Saved entries:
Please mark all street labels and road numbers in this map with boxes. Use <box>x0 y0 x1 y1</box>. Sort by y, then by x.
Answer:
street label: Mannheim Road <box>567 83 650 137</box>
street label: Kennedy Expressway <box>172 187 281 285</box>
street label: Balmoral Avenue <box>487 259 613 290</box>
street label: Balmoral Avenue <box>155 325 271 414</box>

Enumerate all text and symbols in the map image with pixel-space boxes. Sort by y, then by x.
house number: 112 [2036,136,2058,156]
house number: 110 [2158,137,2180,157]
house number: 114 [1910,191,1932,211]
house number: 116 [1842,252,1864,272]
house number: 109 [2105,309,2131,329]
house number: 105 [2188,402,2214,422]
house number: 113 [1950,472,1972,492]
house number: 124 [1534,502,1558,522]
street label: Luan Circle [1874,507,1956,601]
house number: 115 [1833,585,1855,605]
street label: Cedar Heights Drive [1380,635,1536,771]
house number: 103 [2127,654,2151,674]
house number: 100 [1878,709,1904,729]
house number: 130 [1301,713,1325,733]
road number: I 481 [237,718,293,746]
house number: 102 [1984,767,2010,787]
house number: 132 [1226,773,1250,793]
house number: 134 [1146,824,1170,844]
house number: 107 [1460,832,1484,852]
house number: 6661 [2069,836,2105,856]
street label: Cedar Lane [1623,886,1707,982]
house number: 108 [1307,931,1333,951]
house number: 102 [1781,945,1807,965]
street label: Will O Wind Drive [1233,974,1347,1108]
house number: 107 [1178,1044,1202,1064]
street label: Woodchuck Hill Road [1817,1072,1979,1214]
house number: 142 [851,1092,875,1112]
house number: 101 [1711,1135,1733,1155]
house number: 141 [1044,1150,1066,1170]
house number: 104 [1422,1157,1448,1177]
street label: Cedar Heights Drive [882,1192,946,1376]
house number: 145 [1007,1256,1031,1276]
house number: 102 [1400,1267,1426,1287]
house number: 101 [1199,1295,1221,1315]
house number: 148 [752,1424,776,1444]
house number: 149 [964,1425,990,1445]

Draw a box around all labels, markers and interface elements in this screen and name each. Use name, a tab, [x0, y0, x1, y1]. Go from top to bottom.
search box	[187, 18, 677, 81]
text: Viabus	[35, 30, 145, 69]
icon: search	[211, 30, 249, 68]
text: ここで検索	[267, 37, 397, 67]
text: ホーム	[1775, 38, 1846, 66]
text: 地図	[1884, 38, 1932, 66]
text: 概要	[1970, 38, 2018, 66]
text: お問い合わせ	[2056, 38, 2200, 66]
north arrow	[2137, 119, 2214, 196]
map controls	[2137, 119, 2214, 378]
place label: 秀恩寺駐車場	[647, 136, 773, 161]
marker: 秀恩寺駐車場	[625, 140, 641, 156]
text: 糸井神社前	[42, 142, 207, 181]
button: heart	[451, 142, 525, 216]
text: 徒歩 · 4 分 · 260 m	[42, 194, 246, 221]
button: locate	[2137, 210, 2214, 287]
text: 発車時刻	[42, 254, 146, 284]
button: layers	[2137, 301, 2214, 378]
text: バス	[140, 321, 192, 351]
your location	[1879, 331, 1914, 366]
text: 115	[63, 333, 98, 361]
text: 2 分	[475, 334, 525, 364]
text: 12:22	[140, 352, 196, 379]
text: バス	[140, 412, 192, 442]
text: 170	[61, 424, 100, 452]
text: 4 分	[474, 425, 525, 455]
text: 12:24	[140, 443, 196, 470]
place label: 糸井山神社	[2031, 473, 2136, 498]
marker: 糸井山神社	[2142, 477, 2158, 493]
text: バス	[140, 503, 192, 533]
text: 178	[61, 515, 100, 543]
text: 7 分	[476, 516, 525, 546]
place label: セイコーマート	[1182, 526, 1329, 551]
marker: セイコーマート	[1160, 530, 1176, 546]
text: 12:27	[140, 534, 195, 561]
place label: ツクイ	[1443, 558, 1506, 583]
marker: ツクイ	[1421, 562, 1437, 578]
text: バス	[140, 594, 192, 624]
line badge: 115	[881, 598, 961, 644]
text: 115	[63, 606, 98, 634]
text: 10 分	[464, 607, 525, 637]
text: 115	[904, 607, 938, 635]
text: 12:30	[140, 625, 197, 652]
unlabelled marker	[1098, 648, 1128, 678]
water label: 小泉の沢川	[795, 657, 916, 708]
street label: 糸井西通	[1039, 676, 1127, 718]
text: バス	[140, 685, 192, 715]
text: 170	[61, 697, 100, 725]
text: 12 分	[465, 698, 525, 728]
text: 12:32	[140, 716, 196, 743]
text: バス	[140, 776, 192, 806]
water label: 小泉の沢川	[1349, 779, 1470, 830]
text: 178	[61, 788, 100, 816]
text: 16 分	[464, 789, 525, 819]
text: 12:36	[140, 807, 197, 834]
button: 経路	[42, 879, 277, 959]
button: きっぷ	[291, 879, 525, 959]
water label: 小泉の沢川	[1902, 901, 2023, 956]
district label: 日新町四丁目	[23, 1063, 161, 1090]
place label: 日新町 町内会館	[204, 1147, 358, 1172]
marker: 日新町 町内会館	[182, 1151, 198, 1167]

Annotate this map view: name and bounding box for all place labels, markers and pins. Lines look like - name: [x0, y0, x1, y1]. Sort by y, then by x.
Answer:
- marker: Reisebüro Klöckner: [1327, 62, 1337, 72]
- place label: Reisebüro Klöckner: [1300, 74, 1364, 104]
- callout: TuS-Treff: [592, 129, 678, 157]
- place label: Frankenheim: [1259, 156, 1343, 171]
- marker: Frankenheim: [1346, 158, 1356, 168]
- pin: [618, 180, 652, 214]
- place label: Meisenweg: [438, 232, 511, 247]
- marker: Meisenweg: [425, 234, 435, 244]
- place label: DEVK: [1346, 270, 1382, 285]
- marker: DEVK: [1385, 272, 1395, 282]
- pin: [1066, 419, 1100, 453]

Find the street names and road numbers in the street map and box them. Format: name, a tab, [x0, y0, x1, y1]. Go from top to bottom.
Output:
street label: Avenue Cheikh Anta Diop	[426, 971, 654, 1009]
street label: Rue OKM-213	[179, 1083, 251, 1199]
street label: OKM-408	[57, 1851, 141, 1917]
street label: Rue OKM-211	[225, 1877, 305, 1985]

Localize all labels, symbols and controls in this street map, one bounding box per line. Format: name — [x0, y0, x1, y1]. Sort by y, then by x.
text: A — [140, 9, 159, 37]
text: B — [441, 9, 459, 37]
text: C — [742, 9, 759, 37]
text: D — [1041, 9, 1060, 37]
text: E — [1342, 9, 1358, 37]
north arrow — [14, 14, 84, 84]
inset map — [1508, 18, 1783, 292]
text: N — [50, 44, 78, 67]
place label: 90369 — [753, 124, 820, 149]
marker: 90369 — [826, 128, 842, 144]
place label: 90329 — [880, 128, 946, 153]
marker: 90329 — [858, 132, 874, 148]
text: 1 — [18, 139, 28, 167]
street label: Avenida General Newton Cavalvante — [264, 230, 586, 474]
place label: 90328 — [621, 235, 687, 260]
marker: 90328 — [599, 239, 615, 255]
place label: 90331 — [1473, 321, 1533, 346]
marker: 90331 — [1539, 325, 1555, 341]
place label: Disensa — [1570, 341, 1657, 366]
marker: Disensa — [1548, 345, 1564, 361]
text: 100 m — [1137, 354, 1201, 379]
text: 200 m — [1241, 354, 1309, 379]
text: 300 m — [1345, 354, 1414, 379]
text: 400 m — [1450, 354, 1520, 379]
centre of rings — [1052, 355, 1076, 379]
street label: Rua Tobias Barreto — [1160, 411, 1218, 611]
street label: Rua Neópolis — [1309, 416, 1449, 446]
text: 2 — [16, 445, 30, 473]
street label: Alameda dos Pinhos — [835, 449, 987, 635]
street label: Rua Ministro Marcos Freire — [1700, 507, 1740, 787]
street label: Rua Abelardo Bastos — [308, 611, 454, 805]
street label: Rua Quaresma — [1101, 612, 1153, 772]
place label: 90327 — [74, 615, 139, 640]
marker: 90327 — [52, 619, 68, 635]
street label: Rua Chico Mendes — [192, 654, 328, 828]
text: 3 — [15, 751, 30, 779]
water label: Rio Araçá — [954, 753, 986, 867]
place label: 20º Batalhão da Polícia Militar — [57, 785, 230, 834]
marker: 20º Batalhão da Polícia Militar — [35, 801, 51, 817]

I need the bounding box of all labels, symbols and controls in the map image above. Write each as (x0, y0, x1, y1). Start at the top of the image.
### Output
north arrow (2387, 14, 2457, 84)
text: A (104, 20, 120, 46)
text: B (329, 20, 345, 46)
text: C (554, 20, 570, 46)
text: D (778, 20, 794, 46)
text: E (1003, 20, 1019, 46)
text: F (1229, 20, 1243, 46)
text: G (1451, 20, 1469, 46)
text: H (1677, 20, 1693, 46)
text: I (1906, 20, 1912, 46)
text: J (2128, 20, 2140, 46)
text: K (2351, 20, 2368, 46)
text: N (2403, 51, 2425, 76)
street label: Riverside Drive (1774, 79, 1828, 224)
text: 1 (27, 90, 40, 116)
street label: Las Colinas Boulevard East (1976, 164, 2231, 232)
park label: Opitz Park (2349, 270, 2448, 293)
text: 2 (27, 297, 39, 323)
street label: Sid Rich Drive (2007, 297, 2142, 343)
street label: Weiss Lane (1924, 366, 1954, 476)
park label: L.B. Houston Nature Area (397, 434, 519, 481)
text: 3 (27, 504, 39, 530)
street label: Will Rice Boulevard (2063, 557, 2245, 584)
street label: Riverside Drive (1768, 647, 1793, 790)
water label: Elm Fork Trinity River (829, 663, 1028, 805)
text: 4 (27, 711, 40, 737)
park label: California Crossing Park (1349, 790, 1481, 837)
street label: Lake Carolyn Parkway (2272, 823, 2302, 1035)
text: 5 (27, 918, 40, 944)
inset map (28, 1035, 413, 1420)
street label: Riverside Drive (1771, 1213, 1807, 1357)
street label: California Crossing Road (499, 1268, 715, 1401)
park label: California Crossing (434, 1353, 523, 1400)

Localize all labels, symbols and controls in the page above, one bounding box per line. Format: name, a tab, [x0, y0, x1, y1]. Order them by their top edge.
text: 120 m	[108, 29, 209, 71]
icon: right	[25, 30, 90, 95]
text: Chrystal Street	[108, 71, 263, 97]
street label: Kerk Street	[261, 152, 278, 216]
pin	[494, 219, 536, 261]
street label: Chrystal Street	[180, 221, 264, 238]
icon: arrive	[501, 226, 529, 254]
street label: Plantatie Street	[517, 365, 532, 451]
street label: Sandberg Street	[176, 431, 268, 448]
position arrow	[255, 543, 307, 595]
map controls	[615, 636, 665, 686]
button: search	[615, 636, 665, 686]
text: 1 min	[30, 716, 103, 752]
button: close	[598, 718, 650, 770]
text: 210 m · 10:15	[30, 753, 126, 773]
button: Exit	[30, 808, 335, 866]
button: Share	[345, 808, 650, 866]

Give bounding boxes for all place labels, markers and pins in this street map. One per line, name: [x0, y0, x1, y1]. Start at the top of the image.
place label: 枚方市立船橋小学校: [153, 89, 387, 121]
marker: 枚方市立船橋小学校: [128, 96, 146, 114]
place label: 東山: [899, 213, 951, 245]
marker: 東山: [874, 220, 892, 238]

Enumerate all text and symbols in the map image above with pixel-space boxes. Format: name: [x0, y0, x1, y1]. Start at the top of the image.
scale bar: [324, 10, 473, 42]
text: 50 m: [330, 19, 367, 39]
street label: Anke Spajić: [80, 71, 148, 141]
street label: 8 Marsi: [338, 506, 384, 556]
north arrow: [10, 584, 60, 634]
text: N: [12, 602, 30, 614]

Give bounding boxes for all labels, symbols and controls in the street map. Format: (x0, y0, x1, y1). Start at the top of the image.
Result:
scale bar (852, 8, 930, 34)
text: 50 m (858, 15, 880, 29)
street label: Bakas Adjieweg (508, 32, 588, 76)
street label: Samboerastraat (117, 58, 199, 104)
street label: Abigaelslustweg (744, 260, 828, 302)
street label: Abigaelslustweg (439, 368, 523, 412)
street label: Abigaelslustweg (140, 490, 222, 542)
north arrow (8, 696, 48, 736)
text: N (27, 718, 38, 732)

» **Exercise aim**
Your answer should consist of every line from the entries that holds "numbers".

» **Completed exercise**
Please mark all street labels and road numbers in this map with boxes. Use <box>x0 y0 x1 y1</box>. Sort by y, then by x.
Find the street names and road numbers in the street map and box them. Format: name, a tab, [x0, y0, x1, y1]. Go from top to bottom.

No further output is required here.